*** Opening MATERIAL FOR THE TASK ***
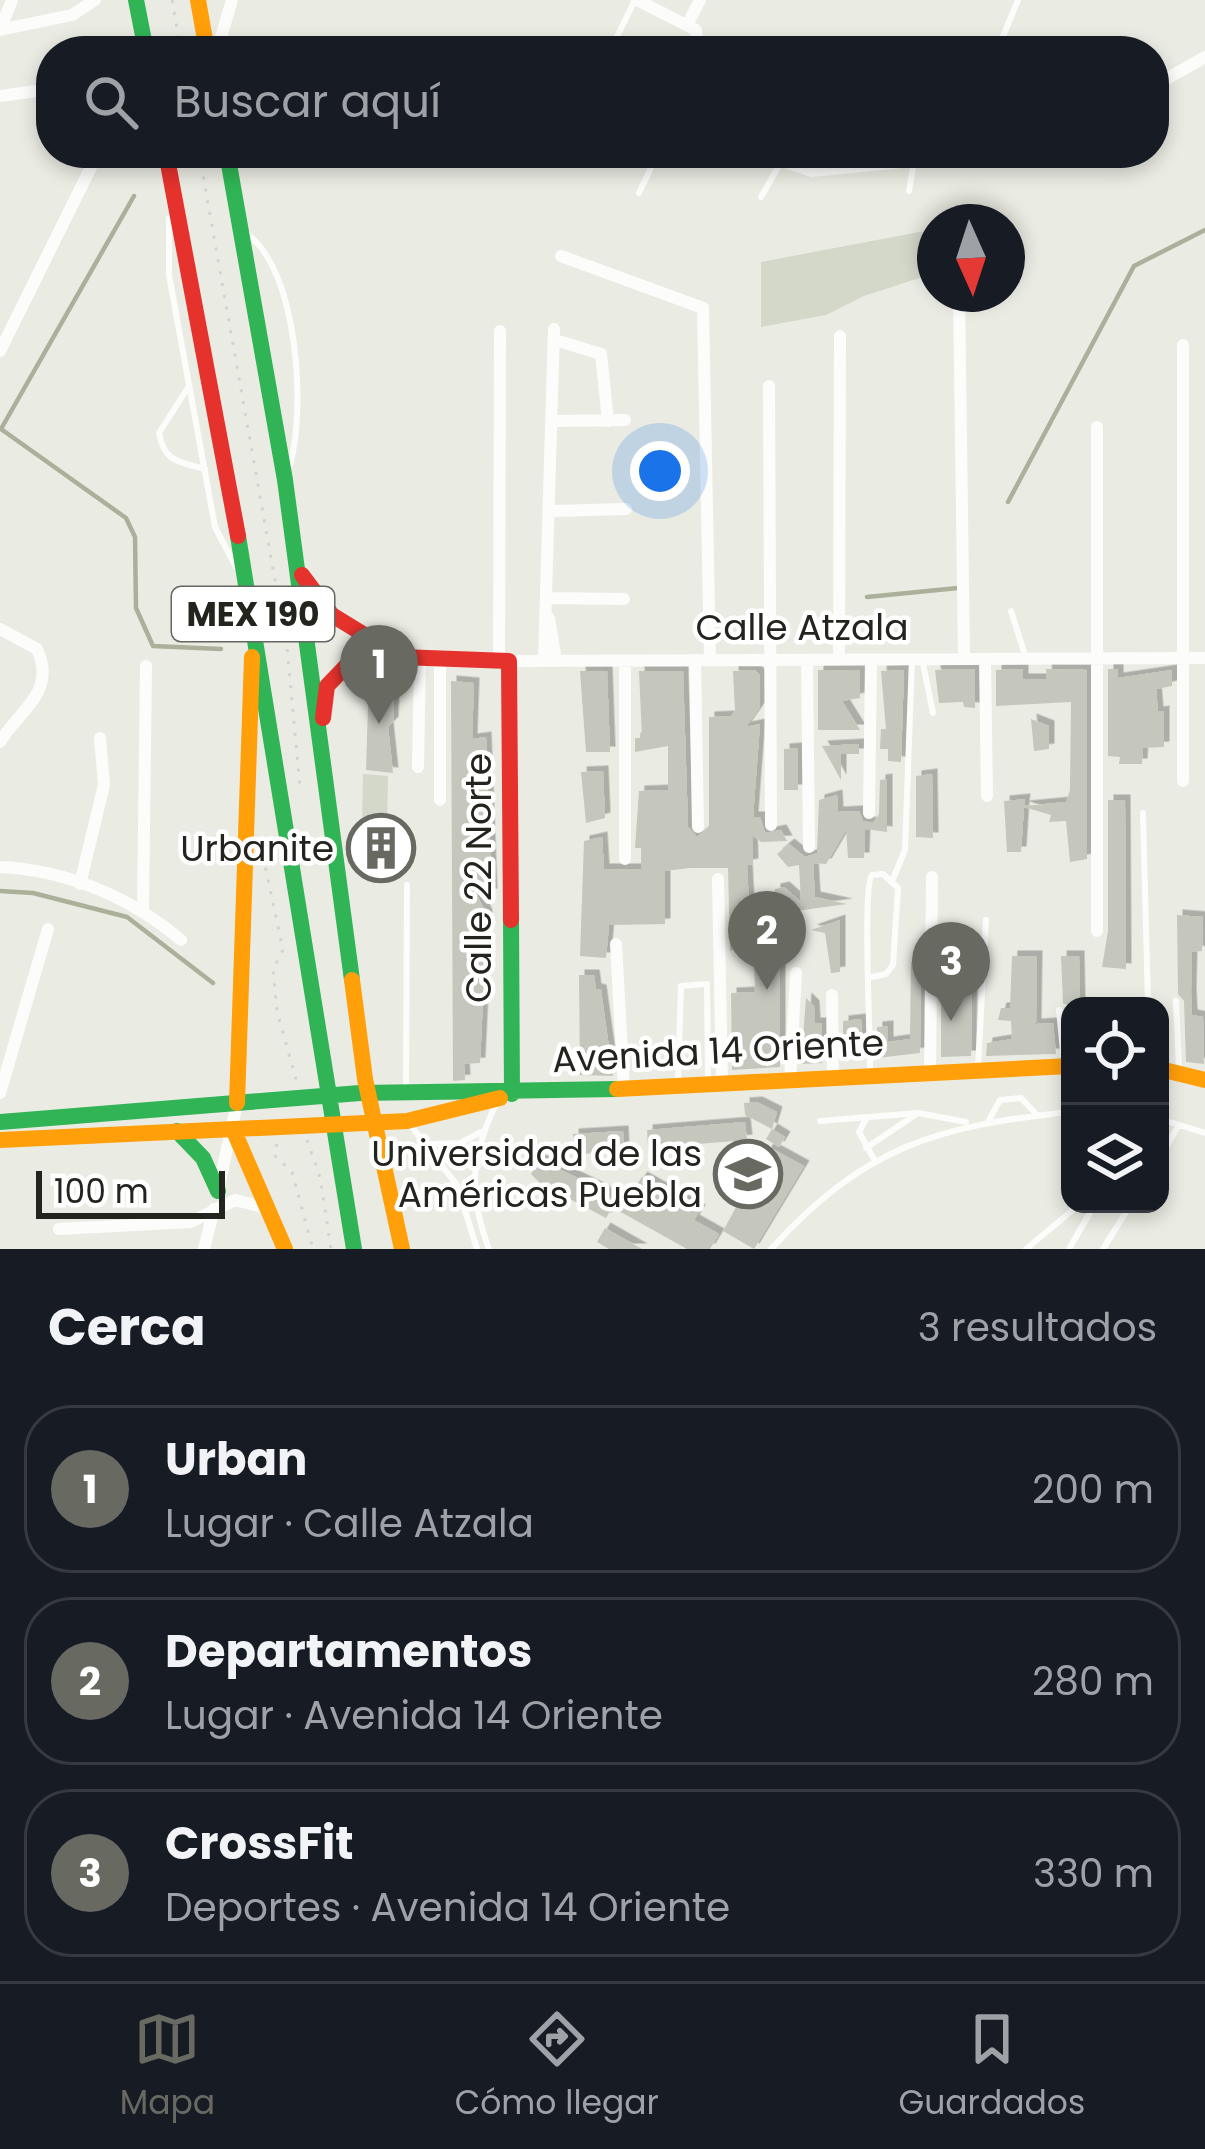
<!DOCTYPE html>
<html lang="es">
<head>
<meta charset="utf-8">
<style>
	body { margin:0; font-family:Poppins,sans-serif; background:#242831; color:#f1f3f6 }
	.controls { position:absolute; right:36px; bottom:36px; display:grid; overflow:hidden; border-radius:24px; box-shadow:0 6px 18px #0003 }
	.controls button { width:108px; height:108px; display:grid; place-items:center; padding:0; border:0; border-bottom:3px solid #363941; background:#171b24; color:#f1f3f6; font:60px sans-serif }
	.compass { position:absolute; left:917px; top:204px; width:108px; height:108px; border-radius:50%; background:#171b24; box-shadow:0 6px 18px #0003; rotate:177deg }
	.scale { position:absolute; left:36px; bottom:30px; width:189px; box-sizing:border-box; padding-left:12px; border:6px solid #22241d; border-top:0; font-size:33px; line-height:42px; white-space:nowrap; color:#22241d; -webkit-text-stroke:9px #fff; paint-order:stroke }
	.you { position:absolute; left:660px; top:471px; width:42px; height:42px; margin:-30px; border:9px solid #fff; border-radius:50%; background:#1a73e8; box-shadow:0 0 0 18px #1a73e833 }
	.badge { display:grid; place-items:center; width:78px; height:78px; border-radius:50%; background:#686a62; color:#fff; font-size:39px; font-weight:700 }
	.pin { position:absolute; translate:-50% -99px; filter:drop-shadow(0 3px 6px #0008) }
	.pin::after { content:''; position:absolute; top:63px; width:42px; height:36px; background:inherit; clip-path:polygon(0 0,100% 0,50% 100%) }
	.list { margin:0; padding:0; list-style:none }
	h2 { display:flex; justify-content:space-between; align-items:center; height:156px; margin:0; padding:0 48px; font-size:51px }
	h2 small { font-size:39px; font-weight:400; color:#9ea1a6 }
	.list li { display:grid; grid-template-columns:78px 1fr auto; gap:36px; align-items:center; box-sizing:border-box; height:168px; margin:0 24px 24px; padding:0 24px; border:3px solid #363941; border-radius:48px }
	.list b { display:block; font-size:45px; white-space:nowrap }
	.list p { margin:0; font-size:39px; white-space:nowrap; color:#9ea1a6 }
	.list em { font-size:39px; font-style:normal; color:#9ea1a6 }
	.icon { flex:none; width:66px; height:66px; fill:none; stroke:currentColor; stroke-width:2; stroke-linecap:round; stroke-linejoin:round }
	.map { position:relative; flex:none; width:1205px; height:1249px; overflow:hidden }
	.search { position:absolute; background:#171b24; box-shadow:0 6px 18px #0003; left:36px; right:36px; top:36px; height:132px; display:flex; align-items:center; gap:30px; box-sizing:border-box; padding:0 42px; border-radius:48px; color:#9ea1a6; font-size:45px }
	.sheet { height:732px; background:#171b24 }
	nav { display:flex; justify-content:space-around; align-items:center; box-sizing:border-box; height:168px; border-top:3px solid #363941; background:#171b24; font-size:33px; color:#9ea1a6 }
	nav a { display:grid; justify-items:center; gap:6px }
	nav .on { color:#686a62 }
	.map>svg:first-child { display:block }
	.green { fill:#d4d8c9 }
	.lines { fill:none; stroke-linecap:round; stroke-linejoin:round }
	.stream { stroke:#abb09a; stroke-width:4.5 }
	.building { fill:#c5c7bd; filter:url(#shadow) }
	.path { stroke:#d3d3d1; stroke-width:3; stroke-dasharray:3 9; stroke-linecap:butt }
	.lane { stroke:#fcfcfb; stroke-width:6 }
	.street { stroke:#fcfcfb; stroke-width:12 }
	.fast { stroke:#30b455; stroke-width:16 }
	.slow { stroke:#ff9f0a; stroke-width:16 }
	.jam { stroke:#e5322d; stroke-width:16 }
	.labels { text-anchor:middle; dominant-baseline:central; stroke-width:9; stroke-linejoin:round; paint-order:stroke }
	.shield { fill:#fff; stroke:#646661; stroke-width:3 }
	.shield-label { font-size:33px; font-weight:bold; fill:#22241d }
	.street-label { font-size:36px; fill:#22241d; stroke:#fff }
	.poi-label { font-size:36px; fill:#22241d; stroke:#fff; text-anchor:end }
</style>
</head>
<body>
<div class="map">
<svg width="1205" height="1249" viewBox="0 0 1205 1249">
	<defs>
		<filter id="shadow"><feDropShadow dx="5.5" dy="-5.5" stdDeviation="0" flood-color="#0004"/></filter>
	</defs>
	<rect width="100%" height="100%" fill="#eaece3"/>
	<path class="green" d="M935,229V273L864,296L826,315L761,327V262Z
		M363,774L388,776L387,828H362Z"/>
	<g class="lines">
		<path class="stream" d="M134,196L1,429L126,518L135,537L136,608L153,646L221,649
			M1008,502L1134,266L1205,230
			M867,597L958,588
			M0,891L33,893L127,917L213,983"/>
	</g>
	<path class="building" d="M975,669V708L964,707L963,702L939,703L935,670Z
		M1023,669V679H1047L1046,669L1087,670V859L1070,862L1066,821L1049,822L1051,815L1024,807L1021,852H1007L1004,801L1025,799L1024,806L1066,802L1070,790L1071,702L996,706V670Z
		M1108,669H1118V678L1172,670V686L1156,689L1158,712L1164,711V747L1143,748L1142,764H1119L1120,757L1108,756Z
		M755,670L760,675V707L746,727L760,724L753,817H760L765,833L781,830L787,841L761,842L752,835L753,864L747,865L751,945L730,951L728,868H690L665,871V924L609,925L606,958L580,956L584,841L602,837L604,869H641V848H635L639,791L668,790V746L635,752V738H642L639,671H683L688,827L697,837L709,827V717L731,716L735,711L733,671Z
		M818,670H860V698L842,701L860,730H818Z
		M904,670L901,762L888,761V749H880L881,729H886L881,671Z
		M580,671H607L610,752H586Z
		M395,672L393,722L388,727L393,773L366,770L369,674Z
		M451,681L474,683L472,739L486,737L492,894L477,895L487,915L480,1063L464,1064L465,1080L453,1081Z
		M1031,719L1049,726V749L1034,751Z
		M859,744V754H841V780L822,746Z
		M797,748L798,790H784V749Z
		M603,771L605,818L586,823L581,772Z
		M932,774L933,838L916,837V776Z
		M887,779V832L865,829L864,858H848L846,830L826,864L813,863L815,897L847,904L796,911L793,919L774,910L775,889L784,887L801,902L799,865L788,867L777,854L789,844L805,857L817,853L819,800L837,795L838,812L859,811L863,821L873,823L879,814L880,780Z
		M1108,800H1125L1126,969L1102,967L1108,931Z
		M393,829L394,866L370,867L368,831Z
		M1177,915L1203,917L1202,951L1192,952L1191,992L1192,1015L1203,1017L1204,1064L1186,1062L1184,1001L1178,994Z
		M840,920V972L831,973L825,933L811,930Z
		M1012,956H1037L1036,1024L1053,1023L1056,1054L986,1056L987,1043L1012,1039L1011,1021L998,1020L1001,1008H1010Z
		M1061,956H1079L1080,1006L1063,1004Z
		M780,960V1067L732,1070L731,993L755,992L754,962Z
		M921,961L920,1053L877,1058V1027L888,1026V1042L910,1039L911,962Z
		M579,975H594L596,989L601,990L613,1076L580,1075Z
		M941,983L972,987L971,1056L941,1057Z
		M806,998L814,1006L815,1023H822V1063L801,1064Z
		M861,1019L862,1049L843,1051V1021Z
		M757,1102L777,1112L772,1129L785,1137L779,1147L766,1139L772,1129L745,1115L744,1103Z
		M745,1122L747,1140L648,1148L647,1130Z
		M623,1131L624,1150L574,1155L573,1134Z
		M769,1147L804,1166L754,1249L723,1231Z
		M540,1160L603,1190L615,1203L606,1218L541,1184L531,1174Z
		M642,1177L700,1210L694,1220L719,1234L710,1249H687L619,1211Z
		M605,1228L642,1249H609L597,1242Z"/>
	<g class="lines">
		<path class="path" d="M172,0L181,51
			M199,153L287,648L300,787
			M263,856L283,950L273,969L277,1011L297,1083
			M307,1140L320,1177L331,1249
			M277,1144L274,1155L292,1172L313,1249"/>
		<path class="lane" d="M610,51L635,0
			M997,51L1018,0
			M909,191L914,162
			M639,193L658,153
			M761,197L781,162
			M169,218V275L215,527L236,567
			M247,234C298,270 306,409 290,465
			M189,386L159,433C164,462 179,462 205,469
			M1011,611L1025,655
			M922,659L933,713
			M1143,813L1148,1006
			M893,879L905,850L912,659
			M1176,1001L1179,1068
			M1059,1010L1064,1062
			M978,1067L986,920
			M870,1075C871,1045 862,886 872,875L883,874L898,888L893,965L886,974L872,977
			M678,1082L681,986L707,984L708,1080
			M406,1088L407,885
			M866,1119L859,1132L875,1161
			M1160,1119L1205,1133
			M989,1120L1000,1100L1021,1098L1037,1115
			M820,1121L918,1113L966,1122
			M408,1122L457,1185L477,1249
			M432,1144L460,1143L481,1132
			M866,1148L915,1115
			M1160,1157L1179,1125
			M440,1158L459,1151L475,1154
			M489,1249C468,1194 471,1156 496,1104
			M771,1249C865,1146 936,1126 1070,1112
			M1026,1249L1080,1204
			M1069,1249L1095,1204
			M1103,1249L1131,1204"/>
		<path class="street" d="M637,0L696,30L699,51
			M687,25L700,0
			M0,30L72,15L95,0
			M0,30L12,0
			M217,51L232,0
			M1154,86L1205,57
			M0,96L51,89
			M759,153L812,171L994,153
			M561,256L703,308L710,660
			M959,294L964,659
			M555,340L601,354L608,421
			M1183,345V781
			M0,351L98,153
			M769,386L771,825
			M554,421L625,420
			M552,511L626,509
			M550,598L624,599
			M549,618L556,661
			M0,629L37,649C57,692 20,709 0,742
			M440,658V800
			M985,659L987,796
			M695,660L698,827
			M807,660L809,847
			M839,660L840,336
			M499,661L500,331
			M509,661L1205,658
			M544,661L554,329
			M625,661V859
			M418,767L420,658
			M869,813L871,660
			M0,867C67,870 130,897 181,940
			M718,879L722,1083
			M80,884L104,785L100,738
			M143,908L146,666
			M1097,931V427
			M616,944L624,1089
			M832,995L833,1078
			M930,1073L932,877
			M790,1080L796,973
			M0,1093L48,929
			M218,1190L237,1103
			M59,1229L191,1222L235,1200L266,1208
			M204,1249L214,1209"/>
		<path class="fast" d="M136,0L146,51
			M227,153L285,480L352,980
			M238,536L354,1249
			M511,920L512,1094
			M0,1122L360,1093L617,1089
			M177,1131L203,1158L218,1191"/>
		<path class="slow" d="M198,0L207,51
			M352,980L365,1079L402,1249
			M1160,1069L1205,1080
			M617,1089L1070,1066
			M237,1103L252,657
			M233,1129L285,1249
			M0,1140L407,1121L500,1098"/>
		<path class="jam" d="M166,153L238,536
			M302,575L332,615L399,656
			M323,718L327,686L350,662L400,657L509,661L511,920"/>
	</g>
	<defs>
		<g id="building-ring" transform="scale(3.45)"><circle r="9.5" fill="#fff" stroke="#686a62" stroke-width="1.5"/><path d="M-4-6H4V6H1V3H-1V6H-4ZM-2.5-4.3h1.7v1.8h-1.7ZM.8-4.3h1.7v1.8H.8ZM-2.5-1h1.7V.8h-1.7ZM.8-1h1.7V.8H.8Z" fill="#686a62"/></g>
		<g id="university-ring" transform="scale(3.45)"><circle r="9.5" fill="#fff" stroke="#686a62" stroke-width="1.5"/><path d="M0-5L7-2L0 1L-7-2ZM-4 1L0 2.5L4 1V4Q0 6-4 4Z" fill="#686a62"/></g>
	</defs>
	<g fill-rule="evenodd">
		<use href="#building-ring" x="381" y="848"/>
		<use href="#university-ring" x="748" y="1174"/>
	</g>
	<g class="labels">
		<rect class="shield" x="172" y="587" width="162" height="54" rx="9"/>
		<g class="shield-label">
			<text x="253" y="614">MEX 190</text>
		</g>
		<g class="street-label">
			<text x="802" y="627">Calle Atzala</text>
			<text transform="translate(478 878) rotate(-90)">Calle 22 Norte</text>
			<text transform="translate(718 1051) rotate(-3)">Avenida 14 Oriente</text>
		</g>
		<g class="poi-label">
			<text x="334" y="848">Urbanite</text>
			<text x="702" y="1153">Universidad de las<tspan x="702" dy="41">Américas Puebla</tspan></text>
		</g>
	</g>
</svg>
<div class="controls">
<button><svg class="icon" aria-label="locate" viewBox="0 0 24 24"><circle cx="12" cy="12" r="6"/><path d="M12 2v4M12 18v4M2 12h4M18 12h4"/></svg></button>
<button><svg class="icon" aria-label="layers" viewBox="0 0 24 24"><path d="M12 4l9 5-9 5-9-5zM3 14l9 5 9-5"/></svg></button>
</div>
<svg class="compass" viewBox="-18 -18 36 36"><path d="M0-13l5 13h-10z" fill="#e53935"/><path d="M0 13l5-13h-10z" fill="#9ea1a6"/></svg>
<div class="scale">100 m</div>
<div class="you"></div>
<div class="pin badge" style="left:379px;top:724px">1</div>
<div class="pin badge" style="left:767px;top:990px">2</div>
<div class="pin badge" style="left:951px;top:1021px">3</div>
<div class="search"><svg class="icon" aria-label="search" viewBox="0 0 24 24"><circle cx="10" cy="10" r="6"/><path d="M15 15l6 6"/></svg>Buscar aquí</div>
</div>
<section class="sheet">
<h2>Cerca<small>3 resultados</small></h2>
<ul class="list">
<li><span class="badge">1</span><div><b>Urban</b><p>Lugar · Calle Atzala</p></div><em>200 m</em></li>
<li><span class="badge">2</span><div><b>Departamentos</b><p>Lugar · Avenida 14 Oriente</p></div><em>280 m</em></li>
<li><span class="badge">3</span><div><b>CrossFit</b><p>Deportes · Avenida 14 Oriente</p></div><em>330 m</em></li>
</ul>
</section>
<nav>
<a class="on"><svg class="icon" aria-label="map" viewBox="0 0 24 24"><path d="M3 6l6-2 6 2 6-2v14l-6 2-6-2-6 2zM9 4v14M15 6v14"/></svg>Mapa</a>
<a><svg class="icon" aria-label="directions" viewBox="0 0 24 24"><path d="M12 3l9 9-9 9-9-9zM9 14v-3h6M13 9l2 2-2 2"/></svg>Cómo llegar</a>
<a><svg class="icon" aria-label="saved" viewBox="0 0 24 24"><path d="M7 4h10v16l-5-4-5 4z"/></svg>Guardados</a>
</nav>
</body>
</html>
*** Closing MATERIAL FOR THE TASK ***
• TRY IT
A single number is the answer: the count of lines in the material above that contain "bottom".

• YOUR SOLUTION
3